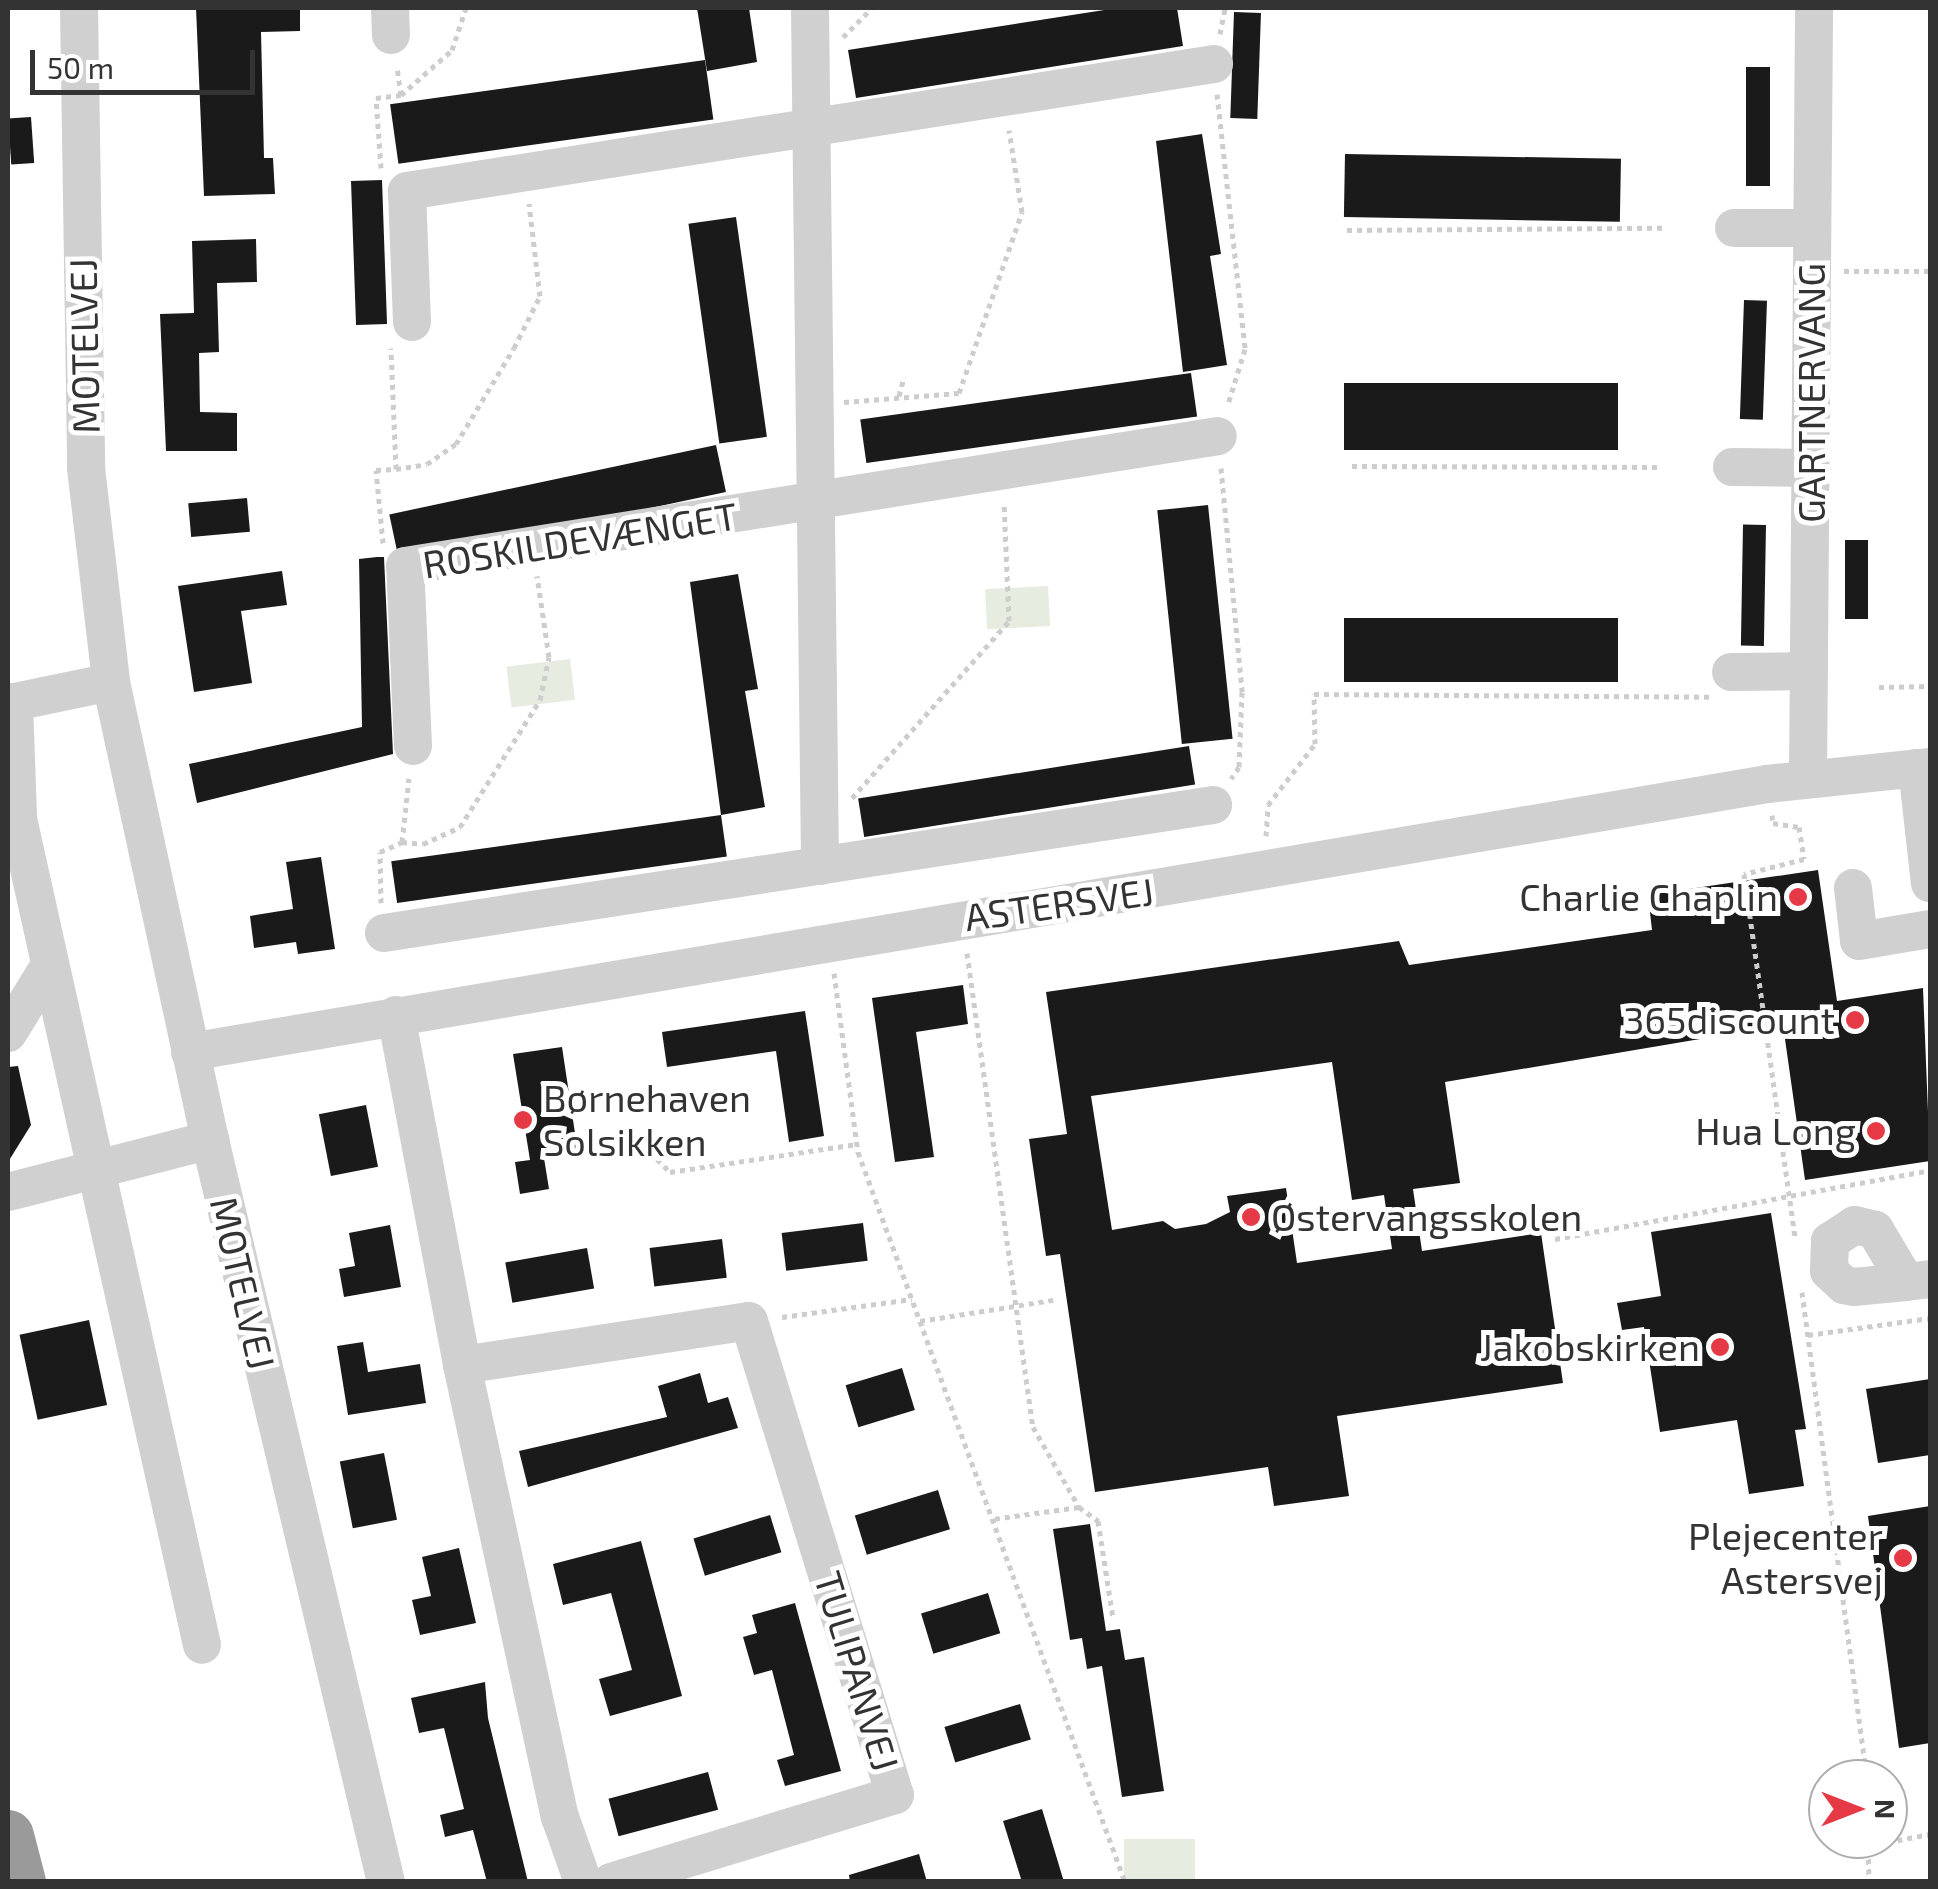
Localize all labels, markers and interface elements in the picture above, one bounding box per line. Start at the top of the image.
scale bar [35,30,260,92]
text: 50 m [47,49,114,85]
street label: MOTELVEJ [60,258,108,434]
street label: GARTNERVANG [1788,263,1834,523]
street label: ROSKILDEVÆNGET [420,493,740,587]
street label: ASTERSVEJ [962,868,1156,940]
place label: Charlie Chaplin [1519,874,1778,920]
marker: Charlie Chaplin [1787,886,1809,908]
place label: 365discount [1623,997,1835,1043]
marker: 365discount [1844,1009,1866,1031]
place label: Børnehaven Solsikken [543,1075,751,1164]
place label: Hua Long [1695,1108,1856,1154]
marker: Børnehaven Solsikken [512,1109,534,1131]
marker: Hua Long [1865,1120,1887,1142]
street label: MOTELVEJ [201,1192,285,1374]
place label: Østervangsskolen [1271,1194,1582,1240]
marker: Østervangsskolen [1240,1206,1262,1228]
place label: Jakobskirken [1480,1324,1700,1370]
marker: Jakobskirken [1709,1336,1731,1358]
place label: Plejecenter Astersvej [1688,1513,1883,1602]
marker: Plejecenter Astersvej [1892,1547,1914,1569]
street label: TULIPANVEJ [805,1566,909,1776]
north arrow [1808,1759,1908,1859]
text: N [1869,1799,1903,1819]

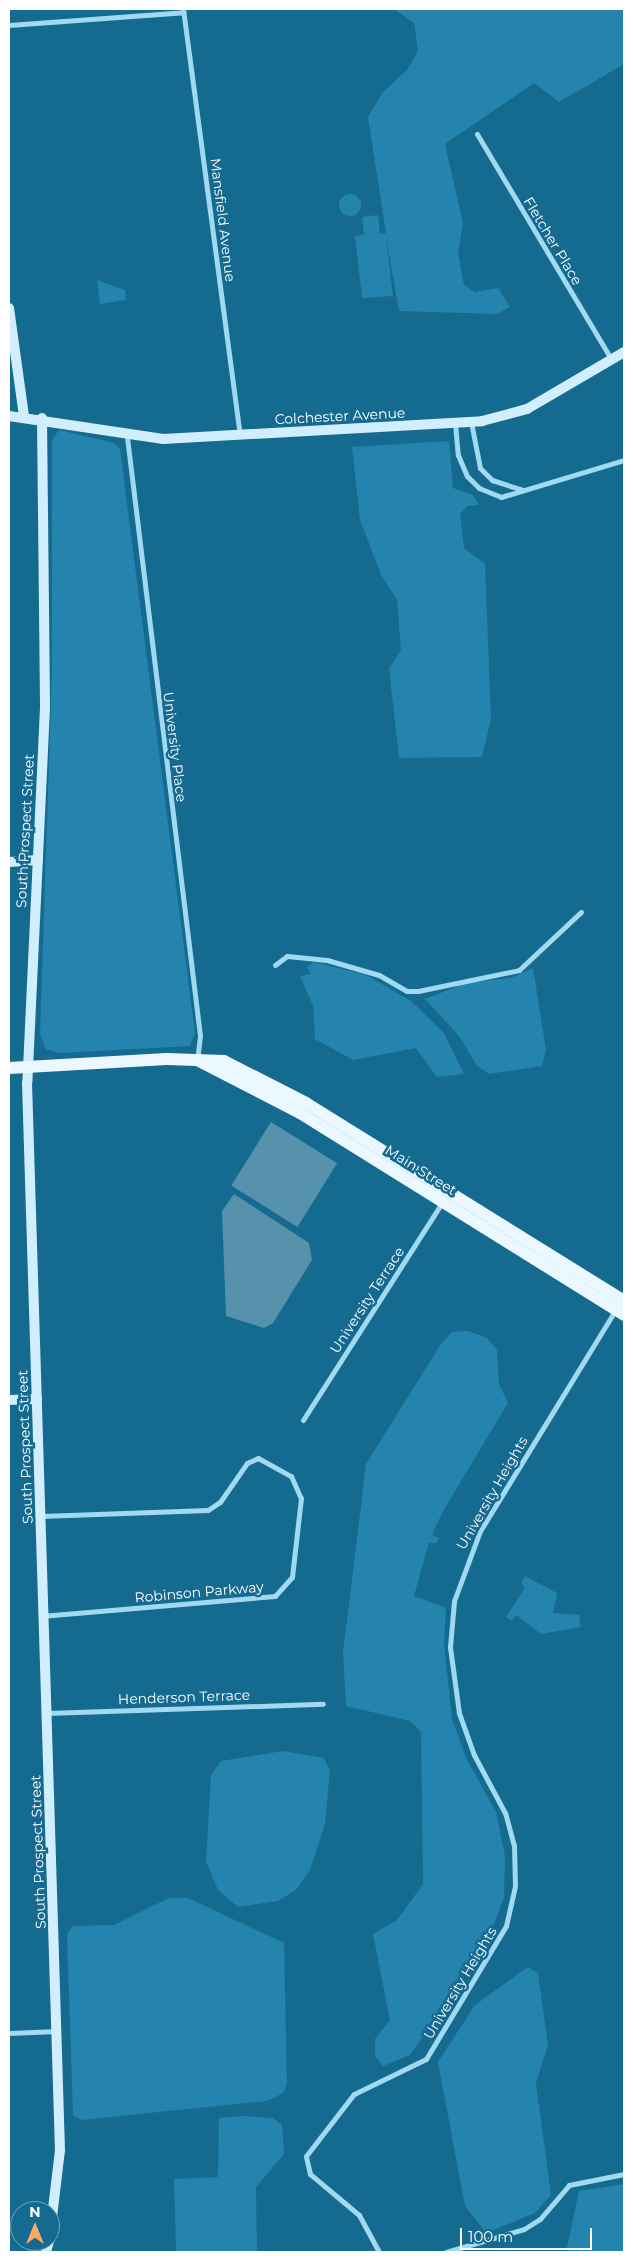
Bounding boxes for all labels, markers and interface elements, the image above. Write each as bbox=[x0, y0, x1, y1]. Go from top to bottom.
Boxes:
street label: Mansfield Avenue bbox=[207, 157, 239, 283]
street label: Fletcher Place bbox=[520, 194, 586, 288]
street label: Colchester Avenue bbox=[274, 404, 406, 428]
street label: University Place bbox=[160, 691, 190, 803]
street label: South Prospect Street bbox=[13, 754, 37, 908]
street label: Main Street bbox=[382, 1141, 460, 1199]
street label: University Terrace bbox=[326, 1244, 408, 1356]
street label: South Prospect Street bbox=[14, 1370, 36, 1524]
street label: University Heights bbox=[453, 1433, 531, 1553]
street label: Robinson Parkway bbox=[134, 1578, 264, 1606]
street label: Henderson Terrace bbox=[118, 1686, 250, 1708]
street label: South Prospect Street bbox=[27, 1775, 49, 1929]
street label: University Heights bbox=[420, 1924, 500, 2042]
north arrow bbox=[10, 2201, 60, 2251]
text: N bbox=[29, 2203, 41, 2221]
scale bar bbox=[463, 2218, 596, 2250]
text: 100 m bbox=[468, 2227, 513, 2246]

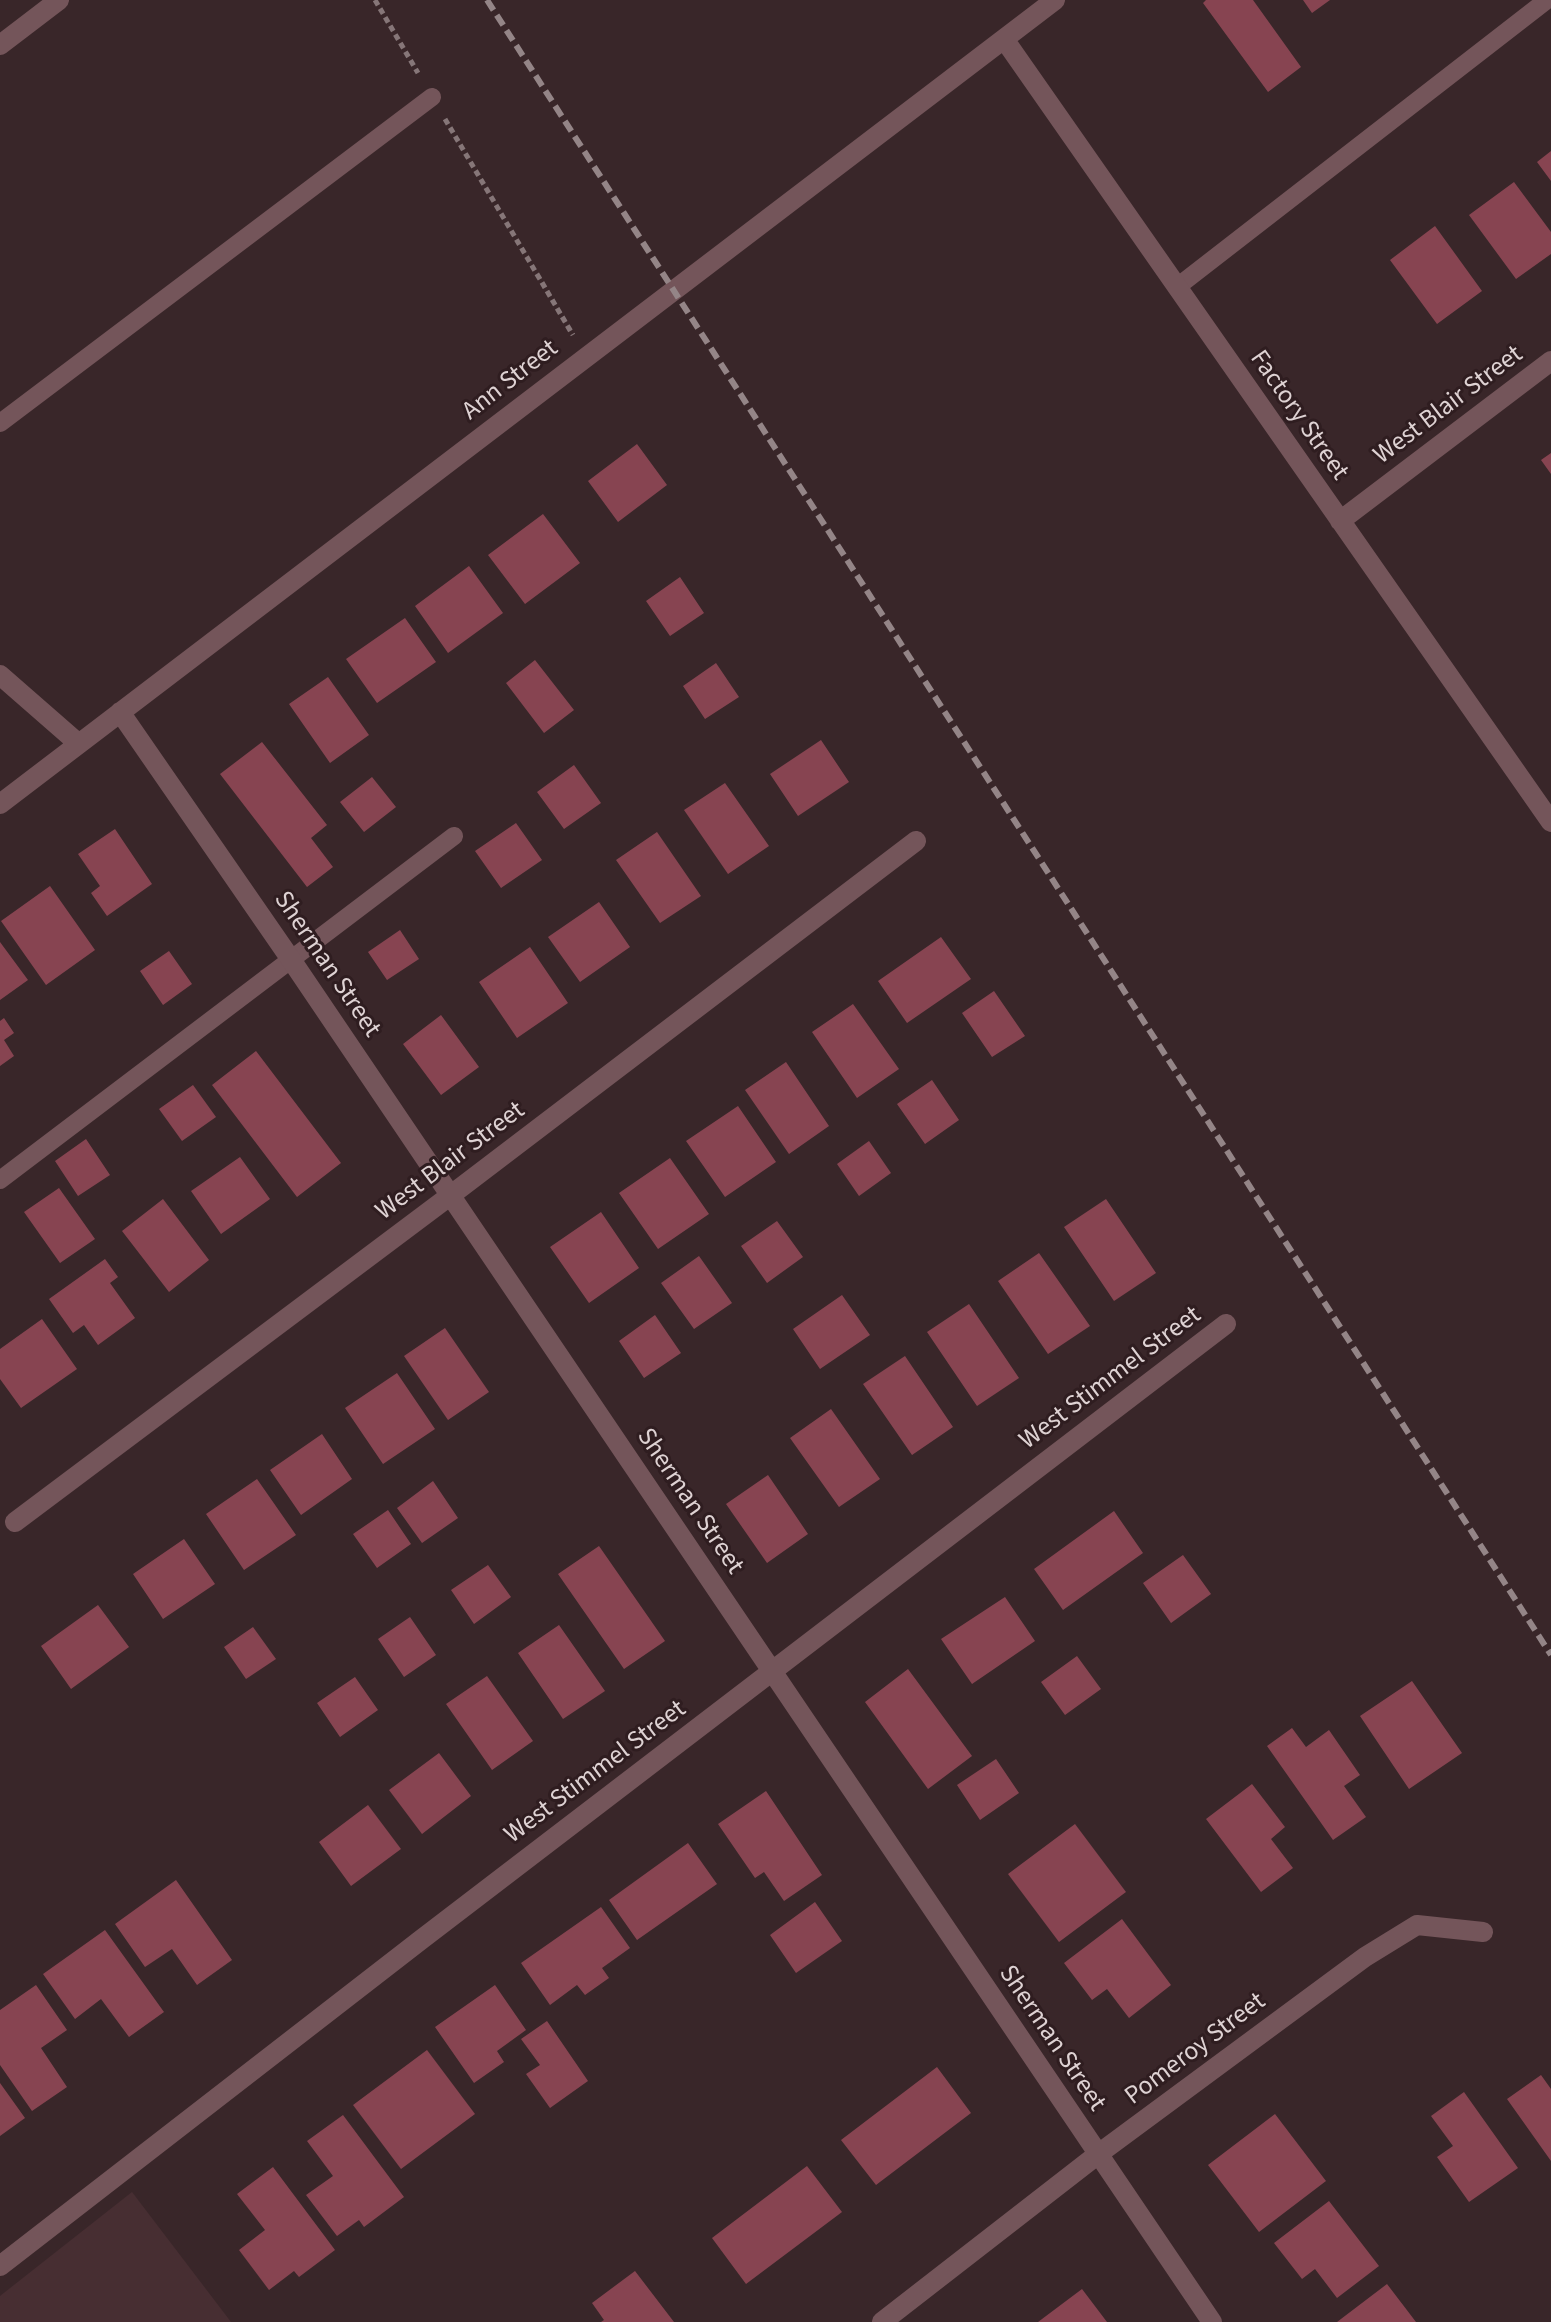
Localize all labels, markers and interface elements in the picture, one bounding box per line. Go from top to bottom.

━━━━━━━━

What you have to do: Please reproduce the entries from above exactly; images are not part of the copy.

Task output:
Localize all labels, markers and interface elements in the picture above, one bounding box per line. Start at the top of the image.
scale bar [35,30,260,92]
text: 50 m [47,49,114,85]
street label: MOTELVEJ [60,258,108,434]
street label: GARTNERVANG [1788,263,1834,523]
street label: ROSKILDEVÆNGET [420,493,740,587]
street label: ASTERSVEJ [962,868,1156,940]
place label: Charlie Chaplin [1519,874,1778,920]
marker: Charlie Chaplin [1787,886,1809,908]
place label: 365discount [1623,997,1835,1043]
marker: 365discount [1844,1009,1866,1031]
place label: Børnehaven Solsikken [543,1075,751,1164]
place label: Hua Long [1695,1108,1856,1154]
marker: Børnehaven Solsikken [512,1109,534,1131]
marker: Hua Long [1865,1120,1887,1142]
street label: MOTELVEJ [201,1192,285,1374]
place label: Østervangsskolen [1271,1194,1582,1240]
marker: Østervangsskolen [1240,1206,1262,1228]
place label: Jakobskirken [1480,1324,1700,1370]
marker: Jakobskirken [1709,1336,1731,1358]
place label: Plejecenter Astersvej [1688,1513,1883,1602]
marker: Plejecenter Astersvej [1892,1547,1914,1569]
street label: TULIPANVEJ [805,1566,909,1776]
north arrow [1808,1759,1908,1859]
text: N [1869,1799,1903,1819]

Bounding boxes for all labels, markers and interface elements, the image above. Write each as bbox=[x0, y0, x1, y1]. Go from top to bottom.
Boxes:
street label: Mansfield Avenue bbox=[207, 157, 239, 283]
street label: Fletcher Place bbox=[520, 194, 586, 288]
street label: Colchester Avenue bbox=[274, 404, 406, 428]
street label: University Place bbox=[160, 691, 190, 803]
street label: South Prospect Street bbox=[13, 754, 37, 908]
street label: Main Street bbox=[382, 1141, 460, 1199]
street label: University Terrace bbox=[326, 1244, 408, 1356]
street label: South Prospect Street bbox=[14, 1370, 36, 1524]
street label: University Heights bbox=[453, 1433, 531, 1553]
street label: Robinson Parkway bbox=[134, 1578, 264, 1606]
street label: Henderson Terrace bbox=[118, 1686, 250, 1708]
street label: South Prospect Street bbox=[27, 1775, 49, 1929]
street label: University Heights bbox=[420, 1924, 500, 2042]
north arrow bbox=[10, 2201, 60, 2251]
text: N bbox=[29, 2203, 41, 2221]
scale bar bbox=[463, 2218, 596, 2250]
text: 100 m bbox=[468, 2227, 513, 2246]

Localize all labels, markers and interface elements in the picture, one bounding box per line. Go from top to bottom.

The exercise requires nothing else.